__PROBLEM TO WORK ON__. Among the entries that follow, some lines contain the word "rotate". Show all of them.

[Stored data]
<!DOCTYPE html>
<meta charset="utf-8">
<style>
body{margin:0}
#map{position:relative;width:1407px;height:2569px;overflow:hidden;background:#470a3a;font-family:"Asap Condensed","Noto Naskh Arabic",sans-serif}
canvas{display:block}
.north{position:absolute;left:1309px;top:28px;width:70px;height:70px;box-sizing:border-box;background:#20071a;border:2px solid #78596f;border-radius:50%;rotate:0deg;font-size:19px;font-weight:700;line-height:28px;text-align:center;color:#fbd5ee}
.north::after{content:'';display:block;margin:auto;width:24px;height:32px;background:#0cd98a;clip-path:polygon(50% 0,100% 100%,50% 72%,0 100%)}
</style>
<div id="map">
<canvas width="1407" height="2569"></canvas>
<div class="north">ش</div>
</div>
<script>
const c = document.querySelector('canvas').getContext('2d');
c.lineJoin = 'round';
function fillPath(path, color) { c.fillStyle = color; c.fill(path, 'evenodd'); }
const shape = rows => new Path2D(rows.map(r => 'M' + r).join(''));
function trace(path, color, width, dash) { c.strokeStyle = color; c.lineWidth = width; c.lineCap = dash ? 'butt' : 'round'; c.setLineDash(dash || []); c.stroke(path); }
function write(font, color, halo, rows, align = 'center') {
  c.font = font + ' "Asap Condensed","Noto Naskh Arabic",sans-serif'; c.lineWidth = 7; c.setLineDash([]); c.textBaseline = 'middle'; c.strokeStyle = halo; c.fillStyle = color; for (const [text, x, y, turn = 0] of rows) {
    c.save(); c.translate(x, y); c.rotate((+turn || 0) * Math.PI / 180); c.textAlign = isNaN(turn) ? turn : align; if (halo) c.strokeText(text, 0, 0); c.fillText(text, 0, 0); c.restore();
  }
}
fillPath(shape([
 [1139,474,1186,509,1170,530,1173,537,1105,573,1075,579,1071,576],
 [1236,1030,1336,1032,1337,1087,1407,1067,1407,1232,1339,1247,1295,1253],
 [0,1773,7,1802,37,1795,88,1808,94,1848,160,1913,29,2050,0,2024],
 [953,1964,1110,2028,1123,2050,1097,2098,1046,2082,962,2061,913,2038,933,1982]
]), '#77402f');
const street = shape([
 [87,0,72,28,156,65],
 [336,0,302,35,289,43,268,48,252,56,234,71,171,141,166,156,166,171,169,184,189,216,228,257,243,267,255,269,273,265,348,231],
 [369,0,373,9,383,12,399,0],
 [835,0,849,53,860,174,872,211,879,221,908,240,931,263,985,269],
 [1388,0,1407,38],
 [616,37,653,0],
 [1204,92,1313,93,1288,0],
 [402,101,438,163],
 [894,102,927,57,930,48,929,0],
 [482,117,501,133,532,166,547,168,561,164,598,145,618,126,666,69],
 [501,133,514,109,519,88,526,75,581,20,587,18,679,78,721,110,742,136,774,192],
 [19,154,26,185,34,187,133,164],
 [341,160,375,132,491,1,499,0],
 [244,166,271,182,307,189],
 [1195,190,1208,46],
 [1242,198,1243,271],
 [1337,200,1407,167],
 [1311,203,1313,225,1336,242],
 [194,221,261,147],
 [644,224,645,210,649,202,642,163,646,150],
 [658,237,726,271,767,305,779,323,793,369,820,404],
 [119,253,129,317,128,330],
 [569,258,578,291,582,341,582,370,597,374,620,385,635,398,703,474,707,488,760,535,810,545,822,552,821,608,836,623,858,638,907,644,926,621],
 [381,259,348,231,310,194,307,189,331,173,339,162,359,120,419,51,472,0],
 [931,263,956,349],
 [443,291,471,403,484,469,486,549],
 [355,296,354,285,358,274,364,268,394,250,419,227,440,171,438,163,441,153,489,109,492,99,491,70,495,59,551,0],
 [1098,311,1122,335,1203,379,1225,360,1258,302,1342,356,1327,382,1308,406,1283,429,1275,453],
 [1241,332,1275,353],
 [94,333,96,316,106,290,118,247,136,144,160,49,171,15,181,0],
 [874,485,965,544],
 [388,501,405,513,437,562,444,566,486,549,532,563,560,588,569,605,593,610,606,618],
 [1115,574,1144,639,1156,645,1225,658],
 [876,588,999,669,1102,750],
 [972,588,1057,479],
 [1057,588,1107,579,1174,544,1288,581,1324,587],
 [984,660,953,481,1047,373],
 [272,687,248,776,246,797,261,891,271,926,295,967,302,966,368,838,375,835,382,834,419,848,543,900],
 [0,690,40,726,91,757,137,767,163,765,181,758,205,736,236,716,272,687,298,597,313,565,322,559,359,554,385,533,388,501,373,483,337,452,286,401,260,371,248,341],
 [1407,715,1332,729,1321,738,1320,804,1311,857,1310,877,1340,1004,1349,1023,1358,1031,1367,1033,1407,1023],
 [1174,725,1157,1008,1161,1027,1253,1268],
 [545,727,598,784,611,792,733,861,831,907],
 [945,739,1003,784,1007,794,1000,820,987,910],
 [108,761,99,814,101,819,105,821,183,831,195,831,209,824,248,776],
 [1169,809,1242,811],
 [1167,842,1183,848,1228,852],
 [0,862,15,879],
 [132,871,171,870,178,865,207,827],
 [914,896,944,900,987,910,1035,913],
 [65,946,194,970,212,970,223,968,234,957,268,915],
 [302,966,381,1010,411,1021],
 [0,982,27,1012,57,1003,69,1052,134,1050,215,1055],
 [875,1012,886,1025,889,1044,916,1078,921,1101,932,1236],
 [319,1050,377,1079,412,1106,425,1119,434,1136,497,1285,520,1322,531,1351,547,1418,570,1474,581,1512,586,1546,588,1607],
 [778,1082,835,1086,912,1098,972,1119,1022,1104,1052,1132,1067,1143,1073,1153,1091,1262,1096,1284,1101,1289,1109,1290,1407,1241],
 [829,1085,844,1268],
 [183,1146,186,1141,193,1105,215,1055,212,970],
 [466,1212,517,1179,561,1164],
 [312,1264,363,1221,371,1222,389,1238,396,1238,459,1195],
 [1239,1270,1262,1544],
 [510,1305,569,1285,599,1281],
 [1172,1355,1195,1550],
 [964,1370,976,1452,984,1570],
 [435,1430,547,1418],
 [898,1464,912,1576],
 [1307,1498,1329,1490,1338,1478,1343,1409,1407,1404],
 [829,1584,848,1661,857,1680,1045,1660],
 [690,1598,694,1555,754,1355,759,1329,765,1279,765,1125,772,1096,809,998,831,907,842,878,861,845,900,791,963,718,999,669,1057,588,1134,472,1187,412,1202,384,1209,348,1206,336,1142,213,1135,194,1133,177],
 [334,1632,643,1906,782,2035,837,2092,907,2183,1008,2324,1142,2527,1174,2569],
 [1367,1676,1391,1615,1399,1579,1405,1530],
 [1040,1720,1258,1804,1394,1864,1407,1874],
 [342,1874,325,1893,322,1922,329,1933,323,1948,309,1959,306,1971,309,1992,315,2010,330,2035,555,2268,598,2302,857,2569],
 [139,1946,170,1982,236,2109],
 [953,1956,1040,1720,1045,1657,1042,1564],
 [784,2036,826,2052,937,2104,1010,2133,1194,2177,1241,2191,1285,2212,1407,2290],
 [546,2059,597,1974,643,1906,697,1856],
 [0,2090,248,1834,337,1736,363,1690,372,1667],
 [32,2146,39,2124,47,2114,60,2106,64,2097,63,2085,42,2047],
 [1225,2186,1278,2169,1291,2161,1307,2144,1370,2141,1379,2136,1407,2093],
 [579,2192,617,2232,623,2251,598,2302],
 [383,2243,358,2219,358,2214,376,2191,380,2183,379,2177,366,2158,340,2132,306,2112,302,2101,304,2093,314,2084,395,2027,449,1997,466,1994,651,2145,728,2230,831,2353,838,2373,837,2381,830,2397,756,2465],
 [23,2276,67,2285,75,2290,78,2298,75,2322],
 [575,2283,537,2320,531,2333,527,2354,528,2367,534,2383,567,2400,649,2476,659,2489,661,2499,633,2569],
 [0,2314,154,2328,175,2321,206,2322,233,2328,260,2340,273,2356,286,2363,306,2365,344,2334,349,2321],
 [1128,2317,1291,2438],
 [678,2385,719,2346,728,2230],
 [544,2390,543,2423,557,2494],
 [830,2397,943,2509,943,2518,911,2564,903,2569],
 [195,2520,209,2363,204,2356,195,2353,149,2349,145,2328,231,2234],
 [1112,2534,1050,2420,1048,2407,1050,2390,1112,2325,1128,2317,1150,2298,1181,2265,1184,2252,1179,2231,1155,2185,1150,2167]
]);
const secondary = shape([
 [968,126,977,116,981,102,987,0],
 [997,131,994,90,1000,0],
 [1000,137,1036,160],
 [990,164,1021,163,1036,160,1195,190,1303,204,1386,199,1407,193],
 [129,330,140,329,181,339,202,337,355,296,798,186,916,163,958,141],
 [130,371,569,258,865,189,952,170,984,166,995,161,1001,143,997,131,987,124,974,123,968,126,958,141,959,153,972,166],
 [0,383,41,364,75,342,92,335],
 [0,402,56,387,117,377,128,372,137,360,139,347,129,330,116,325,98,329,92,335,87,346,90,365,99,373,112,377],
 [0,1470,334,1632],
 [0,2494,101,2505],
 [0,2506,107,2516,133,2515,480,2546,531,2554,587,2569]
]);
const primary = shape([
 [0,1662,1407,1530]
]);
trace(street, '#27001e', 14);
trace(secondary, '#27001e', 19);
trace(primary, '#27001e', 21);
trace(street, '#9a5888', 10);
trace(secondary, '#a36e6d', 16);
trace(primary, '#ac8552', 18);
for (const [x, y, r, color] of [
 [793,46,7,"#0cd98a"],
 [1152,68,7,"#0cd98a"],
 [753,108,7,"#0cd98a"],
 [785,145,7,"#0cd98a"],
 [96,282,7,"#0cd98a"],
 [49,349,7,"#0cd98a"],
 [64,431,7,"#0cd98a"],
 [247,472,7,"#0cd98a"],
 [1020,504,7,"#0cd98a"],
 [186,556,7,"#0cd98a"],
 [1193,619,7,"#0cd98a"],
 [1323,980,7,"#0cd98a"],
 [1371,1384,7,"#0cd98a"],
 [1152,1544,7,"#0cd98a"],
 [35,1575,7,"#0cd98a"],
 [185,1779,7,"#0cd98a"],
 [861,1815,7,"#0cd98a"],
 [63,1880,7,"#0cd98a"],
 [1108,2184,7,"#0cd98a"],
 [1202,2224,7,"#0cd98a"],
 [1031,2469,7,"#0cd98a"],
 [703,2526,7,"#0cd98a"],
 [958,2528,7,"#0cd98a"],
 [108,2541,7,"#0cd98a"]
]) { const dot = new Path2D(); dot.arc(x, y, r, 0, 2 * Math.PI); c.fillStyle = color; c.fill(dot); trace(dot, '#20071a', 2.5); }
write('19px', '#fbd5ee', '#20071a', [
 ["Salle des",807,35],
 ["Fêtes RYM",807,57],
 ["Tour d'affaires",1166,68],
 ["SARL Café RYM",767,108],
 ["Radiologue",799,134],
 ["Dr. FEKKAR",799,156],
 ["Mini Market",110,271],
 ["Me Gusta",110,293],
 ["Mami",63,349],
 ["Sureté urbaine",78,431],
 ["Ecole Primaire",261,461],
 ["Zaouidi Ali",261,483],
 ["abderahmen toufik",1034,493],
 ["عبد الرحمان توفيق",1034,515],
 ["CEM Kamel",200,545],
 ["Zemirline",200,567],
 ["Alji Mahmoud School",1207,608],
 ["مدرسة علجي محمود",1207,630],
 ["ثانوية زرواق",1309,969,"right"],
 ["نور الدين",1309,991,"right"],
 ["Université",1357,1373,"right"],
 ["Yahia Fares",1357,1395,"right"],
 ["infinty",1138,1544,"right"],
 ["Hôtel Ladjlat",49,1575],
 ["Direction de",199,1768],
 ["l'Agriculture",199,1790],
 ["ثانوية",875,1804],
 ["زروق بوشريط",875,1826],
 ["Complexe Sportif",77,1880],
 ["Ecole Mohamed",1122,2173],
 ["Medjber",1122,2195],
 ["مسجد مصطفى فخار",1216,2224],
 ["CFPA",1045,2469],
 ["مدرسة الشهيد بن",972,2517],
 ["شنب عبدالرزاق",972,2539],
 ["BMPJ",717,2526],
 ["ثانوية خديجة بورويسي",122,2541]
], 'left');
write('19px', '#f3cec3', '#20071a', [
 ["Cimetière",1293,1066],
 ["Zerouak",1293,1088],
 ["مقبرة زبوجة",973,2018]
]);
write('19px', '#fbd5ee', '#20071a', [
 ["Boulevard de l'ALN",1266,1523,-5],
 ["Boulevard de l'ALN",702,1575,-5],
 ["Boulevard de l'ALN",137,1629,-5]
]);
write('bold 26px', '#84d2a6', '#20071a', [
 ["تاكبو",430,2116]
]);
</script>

__ANSWER TO THE EXERCISE__.
.north{position:absolute;left:1309px;top:28px;width:70px;height:70px;box-sizing:border-box;background:#20071a;border:2px solid #78596f;border-radius:50%;rotate:0deg;font-size:19px;font-weight:700;line-height:28px;text-align:center;color:#fbd5ee}
    c.save(); c.translate(x, y); c.rotate((+turn || 0) * Math.PI / 180); c.textAlign = isNaN(turn) ? turn : align; if (halo) c.strokeText(text, 0, 0); c.fillText(text, 0, 0); c.restore();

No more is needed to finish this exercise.